No entanto, neste confronto aparentemente claro, é preciso ir mais longe antes de acatar docilmente a laicidade (incompreendida) do Estado e o triunfo da religião fundada pela Revolução Francesa: a religião que tem a adoração hedonista do ser humano e seu prazer conveniente, a religião da ciência e da razão. Afinal, o império da lei deveria ser fruto da fundação democrática que o sustenta. E esta base legitima a vontade de um povo, ainda que este povo seja profundamente religioso. Ou, como nos explicou com precisão o Cardeal Maria Martini em seu diálogo com o ateu Humberto Eco: “não se pode falar das “leis do Estado” como de algo absoluto e imutável. As leis exprimem a consciência comum da maioria dos cidadãos e tal consciência comum é submetida ao jogo livre do diálogo e das propostas alternativas, que têm por base (ou que podem ter por base) profundas convicções éticas. Logo, é óbvio que movimentos de oposição, e, portanto, também a religião católica e seus fiéis, podem tentar influir democraticamente sobre o teor das leis que não considerem correspondentes a um ideal ético que lhes pareça não simplesmente confessional, mas compartilhável por todos os cidadãos. Aí reside o delicado jogo democrático que prevê uma dialética entre opiniões e crenças na esperança de que, desta troca, cresça aquela consciência moral coletiva que está na base de uma convivência ordenada”.

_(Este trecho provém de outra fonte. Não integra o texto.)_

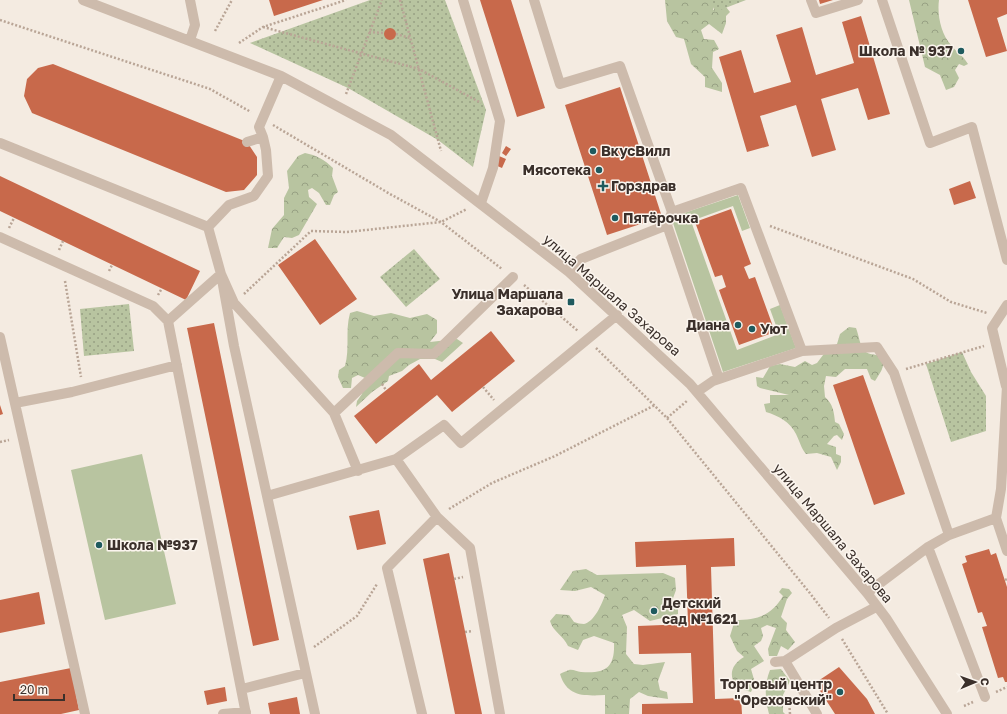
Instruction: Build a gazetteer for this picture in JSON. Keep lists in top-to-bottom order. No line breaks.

Mas se está claro que há legitimidade em uma maioria de cidadãos religiosos tentarem ver sua visão de mundo refletida nas leis do país que vivem, alguém poderia dizer que é igualmente legítimo que ateus/leigos ou progressistas confrontem e opinem sobre aquilo que os dogmas, doutrinas e orientações papais dizem dentro do âmbito da Igreja. Será que é? O próprio ateu Humberto Eco envia, em troca uma carta para o Cardeal Martini, neste diálogo de altíssimo nível, em que ele faz um apontamento destacável: “não tenho nada a objetar que a religião muçulmana proíba o consumo de substâncias alcoólicas; se não estou de acordo, não me torno muçulmano. Não vejo por que os leigos devam se escandalizar porque a Igreja Católica condena o divórcio: se alguém quer ser católico, que não se divorcie; se quer divorciar-se que se faça protestante; e reaja apenas se a Igreja quiser impedir que você, que não é católico, se divorcie. Confesso que me sinto até irritado diante dos homossexuais que querem ser reconhecidos pela Igreja, ou dos padres que querem se casar. Quando entro em na mesquita, eu tiro os sapatos, e em Jerusalém aceito de em alguns edifícios, aos sábados, os elevadores andem sozinhos, parando automaticamente em cada andar. Se quero manter os sapatos ou comandar o elevador a meu bel-prazer, vou para outros lugares. Há algumas recepções (laicíssimas) em que se exige o smoking e cabe a mim decidir se quero me submeter a um hábito que me irrita porque tenho alguma razão imperiosa para participar de tal evento ou, se quiser afirmar minha liberdade, ficar em casa”.

Entender e respeitar conceitos, sabendo onde é legítimo modificá-los me parece um caminho simples de resolução dos problemas atuais, mas que lamentavelmente tem sido dobrado pela proteção da conveniência, antes dos diretos absolutos.